La mission

L’acronyme E.S.P.AC.E.S.

ÉCOLOGIE SOCIALE ⸱ PERMACULTURE ⸱
ACCÈS À LA TERRE ⸱ ÉCONOMIE SOLIDAIRE

Bien plus qu’un milieu de vie, le collectif ESPACES s’engage dans la mise en place d’alternatives concrètes et applicables à certains enjeux socio-écologiques. Le collectif ESPACES fonctionne entièrement en autogestion. Il n’y a donc aucune hiérarchie au niveau de sa gouvernance et de sa gestion.

En ce sens, il se propose comme un milieu de vie convivial et solidaire favorisant les alternatives et le partage de connaissances visant à construire un monde meilleur dans lequel on aspire à vivre. Le collectif s’intéresse et se questionne sur plusieurs enjeux et sujets, allant par exemple de la décroissance à la communication non violente.

L’acronyme E.S.P.AC.E.S. représente les 4 axes de la mission du collectif :

Écologie sociale, Permaculture, Accès à la terre, Économie solidaire

  • Écologie Sociale

    Créée par Murray Bookchin à partir des années 1960 et poursuivie par ses contemporains, l’écologie sociale est une proposition politique s’opposant au capitalisme et basée sur la prémisse que la relation de domination des humains entre eux se reflète dans leur relation à la nature. 
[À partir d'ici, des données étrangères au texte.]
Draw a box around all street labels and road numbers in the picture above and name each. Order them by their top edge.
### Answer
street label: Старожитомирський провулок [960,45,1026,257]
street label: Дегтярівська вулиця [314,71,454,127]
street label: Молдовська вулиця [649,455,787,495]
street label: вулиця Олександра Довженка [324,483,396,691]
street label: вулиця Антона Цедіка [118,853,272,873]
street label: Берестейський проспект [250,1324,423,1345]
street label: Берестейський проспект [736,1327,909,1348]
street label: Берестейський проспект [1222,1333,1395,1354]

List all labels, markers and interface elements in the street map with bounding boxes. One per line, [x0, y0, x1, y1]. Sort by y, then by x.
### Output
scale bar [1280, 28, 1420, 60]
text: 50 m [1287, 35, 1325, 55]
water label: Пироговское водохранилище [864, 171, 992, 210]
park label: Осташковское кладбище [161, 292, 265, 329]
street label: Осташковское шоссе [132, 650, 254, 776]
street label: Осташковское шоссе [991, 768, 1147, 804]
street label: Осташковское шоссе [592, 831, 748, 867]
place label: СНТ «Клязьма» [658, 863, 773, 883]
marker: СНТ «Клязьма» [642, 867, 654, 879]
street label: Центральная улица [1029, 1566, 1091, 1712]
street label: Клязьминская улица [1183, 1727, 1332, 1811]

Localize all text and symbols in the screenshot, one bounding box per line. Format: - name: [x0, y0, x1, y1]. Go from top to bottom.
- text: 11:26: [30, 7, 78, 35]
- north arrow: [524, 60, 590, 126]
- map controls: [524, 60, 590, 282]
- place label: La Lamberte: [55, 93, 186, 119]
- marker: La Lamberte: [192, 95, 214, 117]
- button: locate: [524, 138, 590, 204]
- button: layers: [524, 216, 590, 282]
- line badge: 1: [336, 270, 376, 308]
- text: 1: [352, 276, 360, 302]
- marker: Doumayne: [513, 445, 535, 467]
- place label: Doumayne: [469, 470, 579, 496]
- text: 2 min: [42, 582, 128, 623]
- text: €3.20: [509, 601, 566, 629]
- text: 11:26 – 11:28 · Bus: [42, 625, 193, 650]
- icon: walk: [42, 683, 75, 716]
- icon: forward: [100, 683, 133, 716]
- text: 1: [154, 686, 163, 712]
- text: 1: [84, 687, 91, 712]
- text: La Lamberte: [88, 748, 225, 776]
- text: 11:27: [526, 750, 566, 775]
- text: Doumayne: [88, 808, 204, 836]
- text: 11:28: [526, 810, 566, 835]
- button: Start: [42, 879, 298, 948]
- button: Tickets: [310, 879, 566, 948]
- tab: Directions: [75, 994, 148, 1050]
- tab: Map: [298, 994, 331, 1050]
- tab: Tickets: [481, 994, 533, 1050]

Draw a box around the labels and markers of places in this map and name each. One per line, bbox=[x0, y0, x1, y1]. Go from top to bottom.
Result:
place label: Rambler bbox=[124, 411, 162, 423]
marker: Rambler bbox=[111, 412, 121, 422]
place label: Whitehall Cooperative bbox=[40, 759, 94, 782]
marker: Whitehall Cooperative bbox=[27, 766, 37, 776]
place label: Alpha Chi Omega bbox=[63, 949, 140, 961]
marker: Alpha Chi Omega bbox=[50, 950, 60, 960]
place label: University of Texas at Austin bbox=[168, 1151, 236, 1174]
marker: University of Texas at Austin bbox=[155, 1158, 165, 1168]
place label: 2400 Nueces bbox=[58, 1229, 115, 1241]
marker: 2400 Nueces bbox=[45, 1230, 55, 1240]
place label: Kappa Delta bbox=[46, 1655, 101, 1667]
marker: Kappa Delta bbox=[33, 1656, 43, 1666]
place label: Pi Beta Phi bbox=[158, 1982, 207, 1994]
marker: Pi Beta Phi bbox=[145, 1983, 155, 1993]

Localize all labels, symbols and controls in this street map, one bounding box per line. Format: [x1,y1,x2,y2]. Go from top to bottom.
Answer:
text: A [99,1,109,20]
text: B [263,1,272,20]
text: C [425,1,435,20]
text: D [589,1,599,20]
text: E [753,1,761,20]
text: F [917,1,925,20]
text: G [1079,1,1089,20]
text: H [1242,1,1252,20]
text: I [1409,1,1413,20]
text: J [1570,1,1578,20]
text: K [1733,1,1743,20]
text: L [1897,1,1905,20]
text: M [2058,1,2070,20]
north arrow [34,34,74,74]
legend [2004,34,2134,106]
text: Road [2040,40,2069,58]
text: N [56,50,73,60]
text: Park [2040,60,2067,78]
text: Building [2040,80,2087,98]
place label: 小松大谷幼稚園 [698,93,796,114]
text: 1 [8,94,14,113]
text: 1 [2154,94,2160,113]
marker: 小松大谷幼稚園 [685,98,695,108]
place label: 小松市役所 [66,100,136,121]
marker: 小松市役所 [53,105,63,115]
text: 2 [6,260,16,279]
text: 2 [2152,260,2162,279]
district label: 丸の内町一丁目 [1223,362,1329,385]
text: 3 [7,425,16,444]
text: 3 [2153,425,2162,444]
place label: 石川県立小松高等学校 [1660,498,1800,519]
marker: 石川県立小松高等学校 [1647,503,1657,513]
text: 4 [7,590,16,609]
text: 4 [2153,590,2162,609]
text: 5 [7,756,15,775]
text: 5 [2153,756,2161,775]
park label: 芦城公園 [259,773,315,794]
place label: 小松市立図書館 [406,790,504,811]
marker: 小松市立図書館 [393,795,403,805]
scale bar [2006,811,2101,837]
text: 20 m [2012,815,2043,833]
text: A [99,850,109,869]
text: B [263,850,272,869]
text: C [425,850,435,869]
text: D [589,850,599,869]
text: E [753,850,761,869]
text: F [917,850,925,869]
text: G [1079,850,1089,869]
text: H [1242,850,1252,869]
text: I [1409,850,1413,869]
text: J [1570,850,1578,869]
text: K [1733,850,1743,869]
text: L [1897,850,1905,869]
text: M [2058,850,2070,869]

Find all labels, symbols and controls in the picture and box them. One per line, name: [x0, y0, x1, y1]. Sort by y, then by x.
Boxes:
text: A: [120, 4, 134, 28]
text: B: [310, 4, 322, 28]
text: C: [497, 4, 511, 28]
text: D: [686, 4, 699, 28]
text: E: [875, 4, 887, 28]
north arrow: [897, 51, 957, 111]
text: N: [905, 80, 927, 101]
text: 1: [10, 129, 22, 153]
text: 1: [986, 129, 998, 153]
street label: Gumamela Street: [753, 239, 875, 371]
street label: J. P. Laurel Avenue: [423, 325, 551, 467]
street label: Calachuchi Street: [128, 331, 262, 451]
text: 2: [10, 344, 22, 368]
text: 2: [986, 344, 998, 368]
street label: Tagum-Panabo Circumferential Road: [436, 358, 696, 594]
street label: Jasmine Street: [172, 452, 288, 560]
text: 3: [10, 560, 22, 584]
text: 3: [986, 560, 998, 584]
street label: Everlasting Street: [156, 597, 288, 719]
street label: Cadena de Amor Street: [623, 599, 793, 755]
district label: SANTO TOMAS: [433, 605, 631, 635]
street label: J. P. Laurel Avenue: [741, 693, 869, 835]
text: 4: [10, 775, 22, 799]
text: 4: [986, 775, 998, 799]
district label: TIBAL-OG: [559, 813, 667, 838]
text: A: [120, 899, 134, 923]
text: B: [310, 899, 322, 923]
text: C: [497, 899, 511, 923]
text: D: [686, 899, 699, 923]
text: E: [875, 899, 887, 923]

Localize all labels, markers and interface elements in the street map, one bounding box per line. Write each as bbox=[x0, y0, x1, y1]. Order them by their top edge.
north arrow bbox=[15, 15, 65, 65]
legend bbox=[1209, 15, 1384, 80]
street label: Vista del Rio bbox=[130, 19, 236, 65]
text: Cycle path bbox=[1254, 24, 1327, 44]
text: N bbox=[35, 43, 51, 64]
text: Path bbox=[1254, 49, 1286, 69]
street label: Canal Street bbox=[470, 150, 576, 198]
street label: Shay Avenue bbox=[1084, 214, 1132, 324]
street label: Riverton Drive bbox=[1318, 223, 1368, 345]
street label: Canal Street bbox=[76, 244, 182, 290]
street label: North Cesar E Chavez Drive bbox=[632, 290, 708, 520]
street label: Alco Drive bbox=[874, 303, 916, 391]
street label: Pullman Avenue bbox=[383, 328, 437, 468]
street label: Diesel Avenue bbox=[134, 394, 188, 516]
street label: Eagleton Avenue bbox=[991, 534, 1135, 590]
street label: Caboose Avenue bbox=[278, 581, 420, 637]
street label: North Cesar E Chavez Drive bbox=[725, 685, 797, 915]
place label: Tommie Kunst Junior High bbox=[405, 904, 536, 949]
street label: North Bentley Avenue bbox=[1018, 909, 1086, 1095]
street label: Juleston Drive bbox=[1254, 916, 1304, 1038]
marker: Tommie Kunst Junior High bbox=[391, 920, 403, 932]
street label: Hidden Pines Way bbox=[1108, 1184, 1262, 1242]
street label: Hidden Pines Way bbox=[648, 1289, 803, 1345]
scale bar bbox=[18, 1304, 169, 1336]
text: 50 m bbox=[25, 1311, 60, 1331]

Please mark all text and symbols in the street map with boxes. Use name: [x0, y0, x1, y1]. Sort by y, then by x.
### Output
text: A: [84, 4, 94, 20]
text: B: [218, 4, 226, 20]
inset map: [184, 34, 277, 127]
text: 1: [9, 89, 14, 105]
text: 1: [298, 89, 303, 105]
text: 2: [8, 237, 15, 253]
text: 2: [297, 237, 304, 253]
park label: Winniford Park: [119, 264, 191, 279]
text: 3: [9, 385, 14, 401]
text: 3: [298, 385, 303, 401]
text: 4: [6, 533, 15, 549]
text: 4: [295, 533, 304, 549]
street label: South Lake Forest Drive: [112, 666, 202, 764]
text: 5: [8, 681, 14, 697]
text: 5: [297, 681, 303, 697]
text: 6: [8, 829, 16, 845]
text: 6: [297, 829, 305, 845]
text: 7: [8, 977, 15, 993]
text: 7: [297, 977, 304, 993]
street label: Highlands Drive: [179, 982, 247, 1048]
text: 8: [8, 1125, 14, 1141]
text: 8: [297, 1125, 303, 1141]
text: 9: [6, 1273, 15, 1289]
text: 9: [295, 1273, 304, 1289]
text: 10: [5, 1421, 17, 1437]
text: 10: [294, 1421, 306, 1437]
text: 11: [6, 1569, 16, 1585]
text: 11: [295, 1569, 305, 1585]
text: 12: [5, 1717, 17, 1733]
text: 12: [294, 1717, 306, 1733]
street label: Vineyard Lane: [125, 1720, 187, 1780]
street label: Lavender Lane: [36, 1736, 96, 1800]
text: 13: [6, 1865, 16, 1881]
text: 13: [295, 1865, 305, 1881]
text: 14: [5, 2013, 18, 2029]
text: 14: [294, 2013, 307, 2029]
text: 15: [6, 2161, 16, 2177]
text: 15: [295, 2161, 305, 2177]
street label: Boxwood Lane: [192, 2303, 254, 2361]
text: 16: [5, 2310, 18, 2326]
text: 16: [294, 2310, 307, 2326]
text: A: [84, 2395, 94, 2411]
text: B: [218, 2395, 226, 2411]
    La philosophie de l’écologie sociale stipule que tous les problèmes écologiques actuels découlent de la relation dominatrice et compétitive de l’humain sur son prochain. Cette même relation serait la cause première de tous les problèmes sociaux. L’humain aurait ainsi avantage à transformer ses rapports de domination en rapports de coopération. C’est à partir de cette transformation qu’un nouveau modèle politique pourrait émerger et remplacer l’ancien. 

    Au contraire du capitalisme, l’écologie sociale revendique la création d’une société non hiérarchisée, coopérative, et fonctionnant par démocratie participative. Dans un tel contexte, la diversité est à la fois moteur de changements et source de stabilité. Chaque individu y retrouve sa vertu de citoyen actif et réapprend à choisir en commun. Les prises de décisions se font par les citoyens à plus petite échelle, au niveau municipal et communal confédéré (voir municipalisme libertaire).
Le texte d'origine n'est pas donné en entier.